■ Extracted information ■
=======

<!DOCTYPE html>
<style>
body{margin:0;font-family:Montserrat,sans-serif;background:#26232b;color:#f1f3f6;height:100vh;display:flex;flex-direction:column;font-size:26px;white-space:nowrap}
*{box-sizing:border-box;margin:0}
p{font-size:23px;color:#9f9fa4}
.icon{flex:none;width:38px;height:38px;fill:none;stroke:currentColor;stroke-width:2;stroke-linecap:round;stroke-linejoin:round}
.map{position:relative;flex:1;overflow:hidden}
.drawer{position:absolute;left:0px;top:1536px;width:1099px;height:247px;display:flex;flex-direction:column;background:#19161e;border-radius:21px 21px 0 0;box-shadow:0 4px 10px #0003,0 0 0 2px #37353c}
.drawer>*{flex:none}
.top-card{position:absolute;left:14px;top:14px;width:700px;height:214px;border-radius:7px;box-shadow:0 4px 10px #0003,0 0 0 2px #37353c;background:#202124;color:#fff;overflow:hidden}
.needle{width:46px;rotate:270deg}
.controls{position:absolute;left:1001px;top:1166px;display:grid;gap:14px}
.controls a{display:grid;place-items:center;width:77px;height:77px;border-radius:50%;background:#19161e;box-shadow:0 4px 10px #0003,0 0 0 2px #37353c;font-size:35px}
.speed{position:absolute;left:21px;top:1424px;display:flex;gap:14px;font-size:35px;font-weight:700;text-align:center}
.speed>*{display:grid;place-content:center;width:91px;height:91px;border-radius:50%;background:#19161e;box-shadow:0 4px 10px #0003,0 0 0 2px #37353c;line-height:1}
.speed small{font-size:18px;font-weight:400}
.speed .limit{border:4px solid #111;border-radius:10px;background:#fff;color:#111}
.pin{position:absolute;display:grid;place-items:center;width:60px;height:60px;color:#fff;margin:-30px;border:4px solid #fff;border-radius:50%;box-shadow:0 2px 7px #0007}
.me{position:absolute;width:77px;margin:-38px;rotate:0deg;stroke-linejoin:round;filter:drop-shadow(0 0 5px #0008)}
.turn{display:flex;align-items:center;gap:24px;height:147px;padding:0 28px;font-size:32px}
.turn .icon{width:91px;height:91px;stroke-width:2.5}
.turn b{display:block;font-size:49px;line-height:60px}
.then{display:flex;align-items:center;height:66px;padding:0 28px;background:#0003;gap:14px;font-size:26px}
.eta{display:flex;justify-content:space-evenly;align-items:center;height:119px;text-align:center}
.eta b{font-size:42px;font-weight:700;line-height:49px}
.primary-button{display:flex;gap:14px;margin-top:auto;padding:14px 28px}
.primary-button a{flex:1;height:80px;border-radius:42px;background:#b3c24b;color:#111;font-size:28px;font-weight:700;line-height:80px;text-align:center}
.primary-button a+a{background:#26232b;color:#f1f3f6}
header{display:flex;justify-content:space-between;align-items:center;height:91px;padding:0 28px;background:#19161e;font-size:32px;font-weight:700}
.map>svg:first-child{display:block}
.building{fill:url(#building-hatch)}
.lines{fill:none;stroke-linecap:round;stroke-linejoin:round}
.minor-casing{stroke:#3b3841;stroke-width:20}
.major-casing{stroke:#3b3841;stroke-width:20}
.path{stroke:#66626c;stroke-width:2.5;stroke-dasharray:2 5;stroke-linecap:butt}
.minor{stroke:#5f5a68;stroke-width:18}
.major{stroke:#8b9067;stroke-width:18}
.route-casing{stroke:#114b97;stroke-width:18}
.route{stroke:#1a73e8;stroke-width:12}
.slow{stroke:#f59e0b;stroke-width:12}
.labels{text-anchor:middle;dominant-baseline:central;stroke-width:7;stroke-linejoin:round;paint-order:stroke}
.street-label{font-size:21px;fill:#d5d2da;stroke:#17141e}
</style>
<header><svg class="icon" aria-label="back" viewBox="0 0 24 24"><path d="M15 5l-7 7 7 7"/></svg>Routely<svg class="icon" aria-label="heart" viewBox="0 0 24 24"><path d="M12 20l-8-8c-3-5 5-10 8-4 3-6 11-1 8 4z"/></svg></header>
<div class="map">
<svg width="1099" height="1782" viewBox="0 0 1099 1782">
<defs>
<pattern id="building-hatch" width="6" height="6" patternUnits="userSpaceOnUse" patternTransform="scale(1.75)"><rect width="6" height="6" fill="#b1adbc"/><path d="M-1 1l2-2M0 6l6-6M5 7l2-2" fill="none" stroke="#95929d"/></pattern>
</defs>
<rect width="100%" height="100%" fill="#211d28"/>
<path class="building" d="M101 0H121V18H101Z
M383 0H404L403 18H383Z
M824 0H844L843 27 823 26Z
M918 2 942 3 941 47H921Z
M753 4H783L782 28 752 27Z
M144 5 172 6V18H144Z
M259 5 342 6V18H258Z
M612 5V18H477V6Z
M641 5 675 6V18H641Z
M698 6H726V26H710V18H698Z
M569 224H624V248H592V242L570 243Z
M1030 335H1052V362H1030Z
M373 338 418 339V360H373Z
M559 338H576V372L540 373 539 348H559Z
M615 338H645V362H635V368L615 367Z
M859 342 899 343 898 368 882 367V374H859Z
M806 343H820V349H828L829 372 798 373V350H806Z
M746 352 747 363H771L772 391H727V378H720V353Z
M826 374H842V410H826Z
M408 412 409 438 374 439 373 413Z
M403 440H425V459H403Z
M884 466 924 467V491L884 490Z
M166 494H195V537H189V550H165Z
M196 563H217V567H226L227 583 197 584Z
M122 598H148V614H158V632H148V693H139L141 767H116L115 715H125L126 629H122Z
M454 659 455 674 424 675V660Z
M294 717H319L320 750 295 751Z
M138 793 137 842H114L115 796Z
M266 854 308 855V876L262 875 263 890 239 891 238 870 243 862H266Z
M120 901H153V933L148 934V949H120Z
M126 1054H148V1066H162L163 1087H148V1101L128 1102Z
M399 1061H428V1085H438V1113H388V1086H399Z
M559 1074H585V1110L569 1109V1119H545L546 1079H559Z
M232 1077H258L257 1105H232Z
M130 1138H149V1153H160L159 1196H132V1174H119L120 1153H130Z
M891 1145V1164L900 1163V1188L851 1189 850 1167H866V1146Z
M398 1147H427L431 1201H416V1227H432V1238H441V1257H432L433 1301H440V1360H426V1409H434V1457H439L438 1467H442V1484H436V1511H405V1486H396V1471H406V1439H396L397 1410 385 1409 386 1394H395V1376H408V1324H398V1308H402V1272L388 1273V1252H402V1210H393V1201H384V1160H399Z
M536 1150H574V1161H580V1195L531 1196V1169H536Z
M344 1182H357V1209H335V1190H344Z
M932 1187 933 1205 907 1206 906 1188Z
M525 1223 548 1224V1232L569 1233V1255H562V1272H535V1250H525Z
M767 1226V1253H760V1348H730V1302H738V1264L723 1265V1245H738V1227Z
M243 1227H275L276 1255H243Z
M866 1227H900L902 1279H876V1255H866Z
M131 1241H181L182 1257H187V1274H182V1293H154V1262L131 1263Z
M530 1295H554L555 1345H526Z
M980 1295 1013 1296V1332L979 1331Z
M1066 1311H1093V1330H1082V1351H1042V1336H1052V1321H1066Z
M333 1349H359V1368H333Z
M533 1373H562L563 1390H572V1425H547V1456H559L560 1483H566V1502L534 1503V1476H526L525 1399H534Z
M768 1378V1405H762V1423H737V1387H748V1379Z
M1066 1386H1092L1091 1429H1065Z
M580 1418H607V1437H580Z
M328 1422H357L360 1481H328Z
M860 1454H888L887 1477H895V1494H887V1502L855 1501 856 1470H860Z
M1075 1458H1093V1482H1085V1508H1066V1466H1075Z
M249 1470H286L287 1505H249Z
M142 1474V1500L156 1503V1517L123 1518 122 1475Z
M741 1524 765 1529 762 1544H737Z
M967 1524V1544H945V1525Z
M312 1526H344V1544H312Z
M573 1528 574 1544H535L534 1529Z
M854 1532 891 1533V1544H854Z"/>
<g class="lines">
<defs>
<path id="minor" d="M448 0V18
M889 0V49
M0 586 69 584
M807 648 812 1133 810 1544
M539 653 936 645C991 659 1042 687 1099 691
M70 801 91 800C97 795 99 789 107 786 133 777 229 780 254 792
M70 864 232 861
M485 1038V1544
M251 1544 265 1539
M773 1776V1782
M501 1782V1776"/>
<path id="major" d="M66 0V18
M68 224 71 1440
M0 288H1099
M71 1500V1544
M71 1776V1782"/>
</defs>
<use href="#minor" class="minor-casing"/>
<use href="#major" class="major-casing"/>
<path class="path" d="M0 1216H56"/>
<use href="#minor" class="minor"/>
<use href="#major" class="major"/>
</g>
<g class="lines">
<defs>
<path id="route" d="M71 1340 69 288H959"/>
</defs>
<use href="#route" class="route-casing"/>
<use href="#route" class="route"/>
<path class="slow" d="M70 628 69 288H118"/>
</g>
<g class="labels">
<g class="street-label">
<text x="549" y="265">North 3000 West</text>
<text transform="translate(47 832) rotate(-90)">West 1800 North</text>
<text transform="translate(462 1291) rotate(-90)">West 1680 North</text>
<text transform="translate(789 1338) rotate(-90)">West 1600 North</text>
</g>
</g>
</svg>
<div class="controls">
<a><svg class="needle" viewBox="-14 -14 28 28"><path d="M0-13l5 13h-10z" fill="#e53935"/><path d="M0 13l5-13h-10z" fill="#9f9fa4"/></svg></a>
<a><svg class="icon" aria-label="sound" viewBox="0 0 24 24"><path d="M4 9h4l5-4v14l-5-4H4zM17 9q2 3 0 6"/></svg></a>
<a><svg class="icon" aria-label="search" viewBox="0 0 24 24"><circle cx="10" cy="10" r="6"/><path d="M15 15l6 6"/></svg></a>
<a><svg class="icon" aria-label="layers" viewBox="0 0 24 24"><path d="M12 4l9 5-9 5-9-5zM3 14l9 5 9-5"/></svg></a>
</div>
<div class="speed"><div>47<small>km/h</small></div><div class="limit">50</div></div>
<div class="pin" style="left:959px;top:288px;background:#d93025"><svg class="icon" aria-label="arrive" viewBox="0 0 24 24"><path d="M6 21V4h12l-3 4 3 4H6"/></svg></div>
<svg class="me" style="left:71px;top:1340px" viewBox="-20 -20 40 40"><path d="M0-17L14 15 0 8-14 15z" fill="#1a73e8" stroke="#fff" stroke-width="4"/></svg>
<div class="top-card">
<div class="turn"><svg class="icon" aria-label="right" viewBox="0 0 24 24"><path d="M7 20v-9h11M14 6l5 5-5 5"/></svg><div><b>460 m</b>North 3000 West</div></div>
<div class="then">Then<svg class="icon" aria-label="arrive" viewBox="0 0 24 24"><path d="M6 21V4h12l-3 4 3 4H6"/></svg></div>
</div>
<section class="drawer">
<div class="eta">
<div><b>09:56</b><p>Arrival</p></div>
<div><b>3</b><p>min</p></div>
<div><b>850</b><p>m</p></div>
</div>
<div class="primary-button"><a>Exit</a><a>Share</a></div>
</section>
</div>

=======

■ What the exercise asks ■
Going line by line through the listing above, count those that contain "grid" and give only the result.

■ Exercise answer ■
4